Want to Buy? How to Win in the Foreclosure Market


Foreclosed and foreclosing properties still dominate many of today's US real estate markets—more than four years after the sharpest observers saw the market shift coming, and more than two years after the reality hit home for millions of American home owners.



As in any market, one person's misfortune is another person's opportunity. The Distressed Property Buying Survey unearthed a ton of great information about where the opportunities are, how big they are, and how smart, capable buyers are taking advantage.

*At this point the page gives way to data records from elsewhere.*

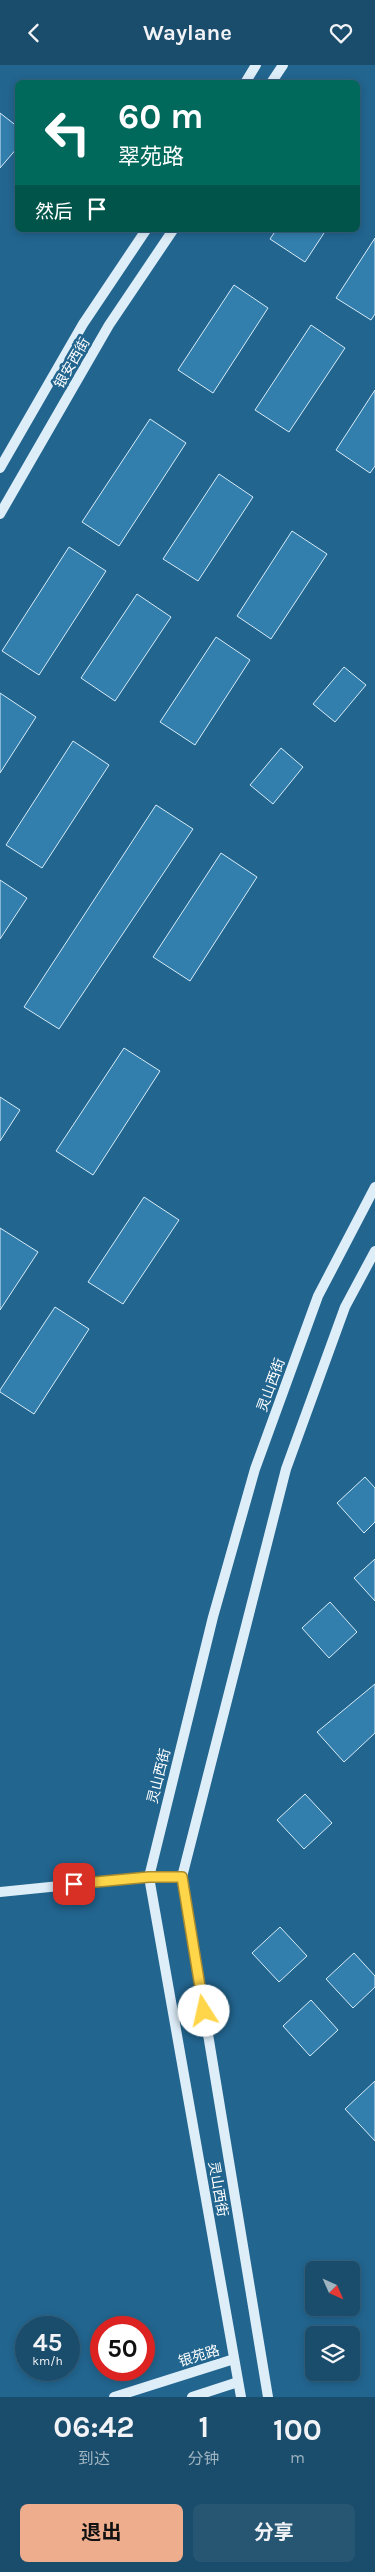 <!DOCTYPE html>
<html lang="zh">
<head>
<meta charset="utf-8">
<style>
  :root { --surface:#1a4c6b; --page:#275673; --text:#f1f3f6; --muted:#9fb4c1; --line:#38637e; --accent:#eead8d }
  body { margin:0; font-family:Karla,"Noto Sans SC",sans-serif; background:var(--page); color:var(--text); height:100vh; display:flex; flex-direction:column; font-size:19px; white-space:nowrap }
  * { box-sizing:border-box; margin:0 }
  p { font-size:16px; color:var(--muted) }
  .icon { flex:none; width:28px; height:28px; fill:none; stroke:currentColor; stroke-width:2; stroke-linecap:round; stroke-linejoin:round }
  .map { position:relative; height:2332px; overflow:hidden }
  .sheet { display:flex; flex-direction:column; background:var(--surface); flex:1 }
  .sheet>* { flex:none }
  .top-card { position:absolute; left:15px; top:15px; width:345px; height:152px; border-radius:8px; box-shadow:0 2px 8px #0003,0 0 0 1px var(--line); background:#00695c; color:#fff; overflow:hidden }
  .needle { width:32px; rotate:135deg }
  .buttons { position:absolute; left:305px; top:2196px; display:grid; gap:10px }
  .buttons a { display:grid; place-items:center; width:55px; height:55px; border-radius:8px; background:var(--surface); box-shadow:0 2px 8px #0003,0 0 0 1px var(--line); font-size:25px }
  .speed { position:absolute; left:15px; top:2251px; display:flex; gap:10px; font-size:25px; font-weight:700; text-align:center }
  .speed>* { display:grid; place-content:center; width:65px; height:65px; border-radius:50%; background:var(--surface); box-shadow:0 2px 8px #0003,0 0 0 1px var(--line); line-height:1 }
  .speed small { font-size:12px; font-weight:400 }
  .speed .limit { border:8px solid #d22; background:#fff; color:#111 }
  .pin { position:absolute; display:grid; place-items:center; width:42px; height:42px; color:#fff; margin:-21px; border-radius:10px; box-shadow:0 2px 8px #0006 }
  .me { position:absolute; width:55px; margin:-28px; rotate:350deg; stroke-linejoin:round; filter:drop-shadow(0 0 4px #0008) }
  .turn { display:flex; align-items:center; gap:18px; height:105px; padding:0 20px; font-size:22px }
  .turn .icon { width:65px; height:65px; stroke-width:2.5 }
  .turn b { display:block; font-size:35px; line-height:42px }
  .then { display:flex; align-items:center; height:48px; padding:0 20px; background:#0003; gap:10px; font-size:19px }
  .eta { display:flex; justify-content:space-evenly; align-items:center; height:85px; text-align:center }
  .eta b { font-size:30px; font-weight:700; line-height:35px }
  .button { display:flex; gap:10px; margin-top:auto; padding:10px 20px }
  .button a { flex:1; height:58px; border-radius:8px; background:var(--accent); color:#111; font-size:20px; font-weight:700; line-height:58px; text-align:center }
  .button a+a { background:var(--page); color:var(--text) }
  header { display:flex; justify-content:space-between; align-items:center; height:65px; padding:0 20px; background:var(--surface); font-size:22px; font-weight:700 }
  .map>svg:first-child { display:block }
  .building { fill:#327eac; stroke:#d7ecf9 }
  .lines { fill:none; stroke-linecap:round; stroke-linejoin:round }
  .secondary { stroke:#deeef9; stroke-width:10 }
  .route-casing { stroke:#a68a30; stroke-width:12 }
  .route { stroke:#ffd54a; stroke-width:9 }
  .labels { text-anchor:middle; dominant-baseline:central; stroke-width:5; stroke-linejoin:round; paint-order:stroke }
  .street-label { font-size:14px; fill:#fff; stroke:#22658f }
</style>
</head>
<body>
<header><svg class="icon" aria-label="back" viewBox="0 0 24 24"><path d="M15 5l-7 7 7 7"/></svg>Waylane<svg class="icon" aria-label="heart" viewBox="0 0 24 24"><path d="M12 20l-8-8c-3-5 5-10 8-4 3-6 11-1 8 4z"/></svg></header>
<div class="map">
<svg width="375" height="2332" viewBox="0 0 375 2332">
  <rect width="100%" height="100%" fill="#22658f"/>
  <path class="building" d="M 0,48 L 18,62 L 18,82 L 0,103 Z
    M 276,165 L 326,165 L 305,197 L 270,174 Z
    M 375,173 L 375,249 L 371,255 L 336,233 Z
    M 234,220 L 268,243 L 213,328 L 178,305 Z
    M 311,260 L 345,283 L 289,367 L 255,345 Z
    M 375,325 L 375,401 L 370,408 L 336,385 Z
    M 150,354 L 186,378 L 119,481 L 82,457 Z
    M 219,409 L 253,432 L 198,516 L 163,494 Z
    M 292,466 L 327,489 L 271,574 L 237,551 Z
    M 69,482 L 106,506 L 39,610 L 2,586 Z
    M 137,529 L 171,552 L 115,636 L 81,613 Z
    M 216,572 L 250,595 L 195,680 L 160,657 Z
    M 344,602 L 366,620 L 335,657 L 313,639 Z
    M 0,628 L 36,652 L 0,708 Z
    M 73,676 L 109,700 L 42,803 L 6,780 Z
    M 281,683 L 303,702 L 273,739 L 250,720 Z
    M 156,740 L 193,764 L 59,964 L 24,942 Z
    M 221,788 L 257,812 L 190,916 L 153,892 Z
    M 0,815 L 27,833 L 0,874 Z
    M 124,983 L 160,1006 L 93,1110 L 56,1086 Z
    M 0,1032 L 20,1045 L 0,1076 Z
    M 144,1132 L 179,1155 L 123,1239 L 88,1217 Z
    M 0,1163 L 38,1187 L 0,1245 Z
    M 55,1242 L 89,1264 L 34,1349 L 0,1327 L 0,1325 Z
    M 365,1412 L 375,1423 L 375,1457 L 364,1468 L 337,1438 Z
    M 375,1494 L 375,1536 L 354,1513 Z
    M 330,1537 L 357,1567 L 329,1593 L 302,1563 Z
    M 375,1619 L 375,1668 L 344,1697 L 317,1667 Z
    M 305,1729 L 332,1758 L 304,1784 L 277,1755 Z
    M 280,1862 L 307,1891 L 279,1917 L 252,1888 Z
    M 354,1888 L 375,1911 L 375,1922 L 353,1943 L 326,1914 Z
    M 311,1935 L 338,1965 L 310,1991 L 283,1961 Z
    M 375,2016 L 375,2076 L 345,2044 Z"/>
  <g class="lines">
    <path class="secondary" d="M 245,18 L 256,0
      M 271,18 L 283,0
      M 0,403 L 83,259 L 146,165
      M 0,449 L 109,260 L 173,165
      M 0,1827 L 149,1812 L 182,1812
      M 114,2332 L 234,2294
      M 192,2332 L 238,2317
      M 241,2332 L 149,1812 L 213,1552 L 255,1404 L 318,1231 L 375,1122
      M 268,2332 L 182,1812 L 286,1404 L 345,1242 L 375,1186"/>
  </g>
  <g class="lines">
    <defs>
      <path id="route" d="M 74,1819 L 149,1812 L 182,1812 L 204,1946"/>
    </defs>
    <use href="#route" class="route-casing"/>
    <use href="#route" class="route"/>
  </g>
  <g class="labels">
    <g class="street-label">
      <text transform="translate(72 298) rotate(-60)">银安西街</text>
      <text transform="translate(271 1320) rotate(-70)">灵山西街</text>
      <text transform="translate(159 1711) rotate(-76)">灵山西街</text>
      <text transform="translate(218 2124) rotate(80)">灵山西街</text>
      <text transform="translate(199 2291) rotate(-17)">银苑路</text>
    </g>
  </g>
</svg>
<div class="buttons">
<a><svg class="needle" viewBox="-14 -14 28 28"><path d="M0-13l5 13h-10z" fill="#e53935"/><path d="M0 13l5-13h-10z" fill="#9fb4c1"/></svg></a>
<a><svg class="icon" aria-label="layers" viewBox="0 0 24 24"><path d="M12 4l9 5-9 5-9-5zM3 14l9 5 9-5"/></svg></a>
</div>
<div class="speed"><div>45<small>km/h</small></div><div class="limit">50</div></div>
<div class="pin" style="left:74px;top:1819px;background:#d93025"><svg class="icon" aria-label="arrive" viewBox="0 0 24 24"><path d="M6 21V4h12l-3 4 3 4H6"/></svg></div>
<svg class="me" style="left:204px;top:1946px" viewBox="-20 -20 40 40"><circle r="19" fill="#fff"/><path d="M0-13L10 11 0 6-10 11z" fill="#ffd54a"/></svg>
<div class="top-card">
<div class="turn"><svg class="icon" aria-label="left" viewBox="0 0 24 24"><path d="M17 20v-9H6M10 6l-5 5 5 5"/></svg><div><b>60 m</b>翠苑路</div></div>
<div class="then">然后<svg class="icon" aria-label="arrive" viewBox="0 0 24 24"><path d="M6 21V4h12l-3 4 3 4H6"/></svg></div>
</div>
</div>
<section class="sheet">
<div class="eta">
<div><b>06:42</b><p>到达</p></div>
<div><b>1</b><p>分钟</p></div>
<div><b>100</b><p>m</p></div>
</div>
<div class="button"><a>退出</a><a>分享</a></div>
</section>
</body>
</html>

First time home buyers, spurred by tax credit opportunities, make up almost half of all successful buyers of bank owned foreclosures and soon-to-be foreclosed short sale properties. They're followed closely by investors seeking rentals that cash flow better for them, and a third important group—homeowners who find they can move up to a bigger or better home they previously could not afford.

To help more consumers win as buyers Core Alliance Realty agents are now offering a workshop, "Winning with Foreclosures" that shows buyers how to prepare to be successful buying the "distressed" properties—homes that offer, according to the survey, a 10% to 40% price advantage of traditional sales depending on the local market.

The truth is: these markets demand most of the same things an ordinary market demands of buyers—only more intensely and pointedly:


  • Money: Buyers must be financially qualified and ready to buy. The best properties go quickly. Buyers must know they will look string to lenders who must approve the sale.
  • Motivation: Buyers must be motivated to compete successfully. Core Alliance Realty agents urge their buyers in this market to be clear about both their "motivating why" and their criteria for the property itself (size, location, condition, floor plan, etc.)
  • Location: Contrary to the rumors, prime buying opportunities exist in almost every neighborhood and price range.
  • Condition: Buyers should understand that repair costs are not necessarily large. The Distressed Property Buying Survey shows the average cost to repair as $5,000—that's less than 3% of the median purchase price in the US today.
  • Expert Help: Finally, smart buyers know they need to be even smarter—they become a team with a local expert agent who knows local property, pricing, lenders, and the best listing agents. A strong listing agent can really help a distressed sale go through.








So, bottom line—if you think you want to buy, have a talk with yourself first, check your financial readiness, and get with an expert and learn everything you need to know. You can get what you want in this market.